*** Opening Stored data ***

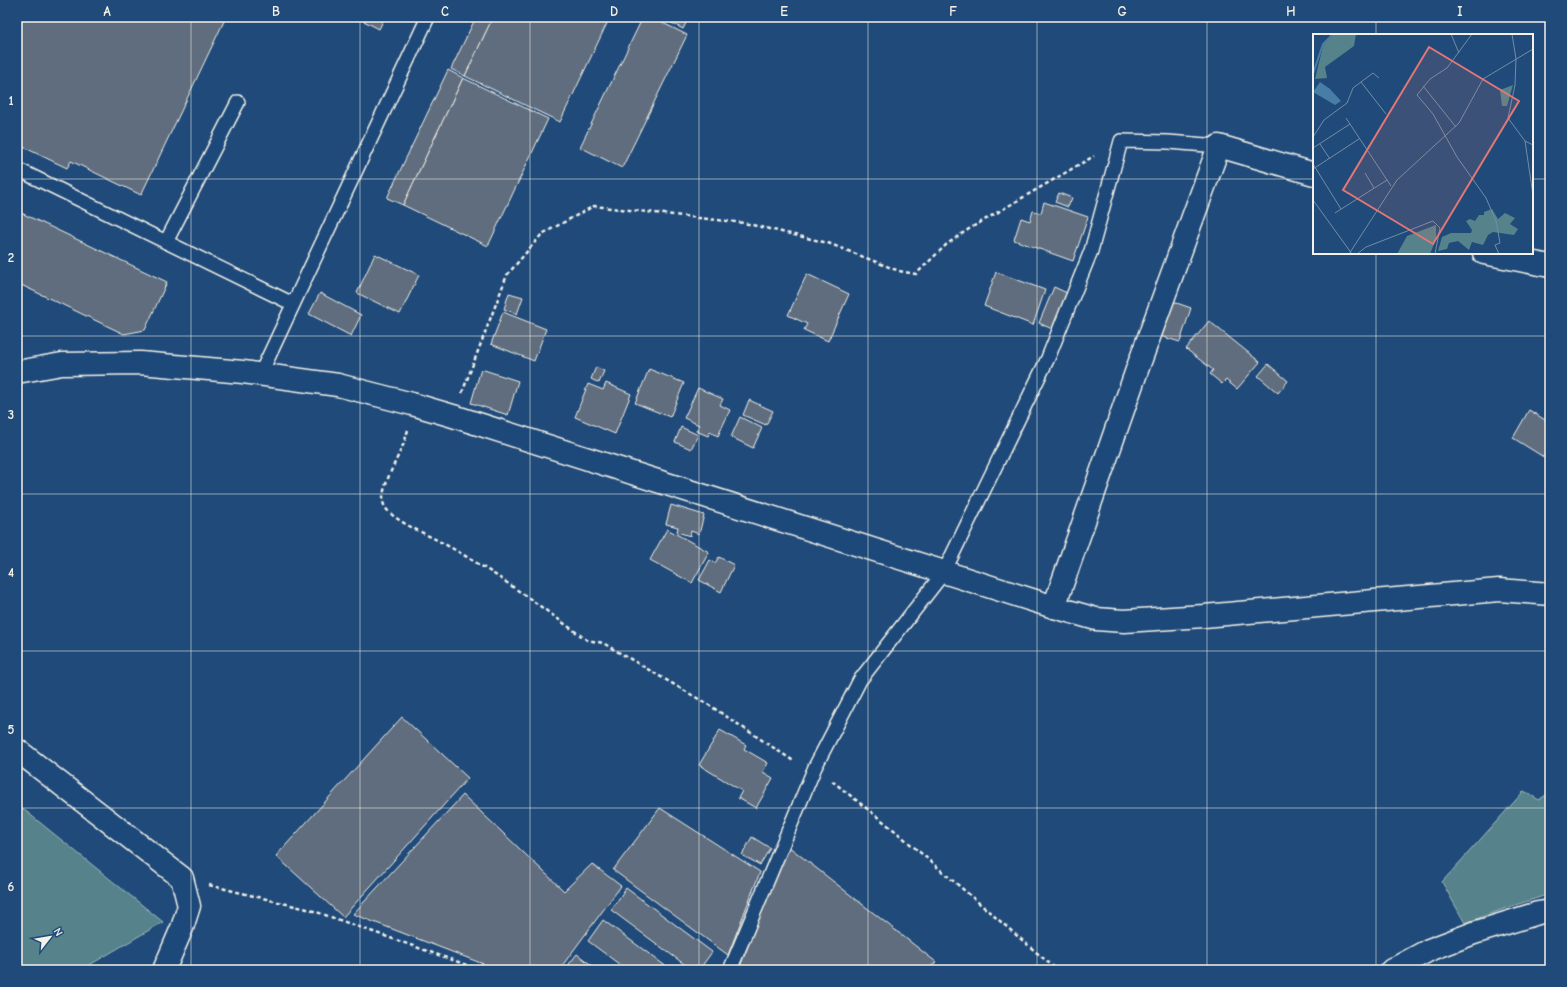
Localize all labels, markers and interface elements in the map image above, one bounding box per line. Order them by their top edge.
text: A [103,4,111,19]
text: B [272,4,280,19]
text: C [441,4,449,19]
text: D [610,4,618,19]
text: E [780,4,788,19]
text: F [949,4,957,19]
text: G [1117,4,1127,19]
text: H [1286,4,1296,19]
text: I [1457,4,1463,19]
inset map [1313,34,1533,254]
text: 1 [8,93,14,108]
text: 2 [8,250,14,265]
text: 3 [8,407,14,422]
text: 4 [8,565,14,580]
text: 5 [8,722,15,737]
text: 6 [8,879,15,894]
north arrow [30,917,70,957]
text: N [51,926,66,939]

*** Closing Stored data ***

▶ Directions
Transcribe the records above verbatim. Do not carry over any picture.

▶ Output for this task
Localize all labels, markers and interface elements in the map image above, one bounding box per line. Order them by their top edge.
text: A [103,4,111,19]
text: B [272,4,280,19]
text: C [441,4,449,19]
text: D [610,4,618,19]
text: E [780,4,788,19]
text: F [949,4,957,19]
text: G [1117,4,1127,19]
text: H [1286,4,1296,19]
text: I [1457,4,1463,19]
inset map [1313,34,1533,254]
text: 1 [8,93,14,108]
text: 2 [8,250,14,265]
text: 3 [8,407,14,422]
text: 4 [8,565,14,580]
text: 5 [8,722,15,737]
text: 6 [8,879,15,894]
north arrow [30,917,70,957]
text: N [51,926,66,939]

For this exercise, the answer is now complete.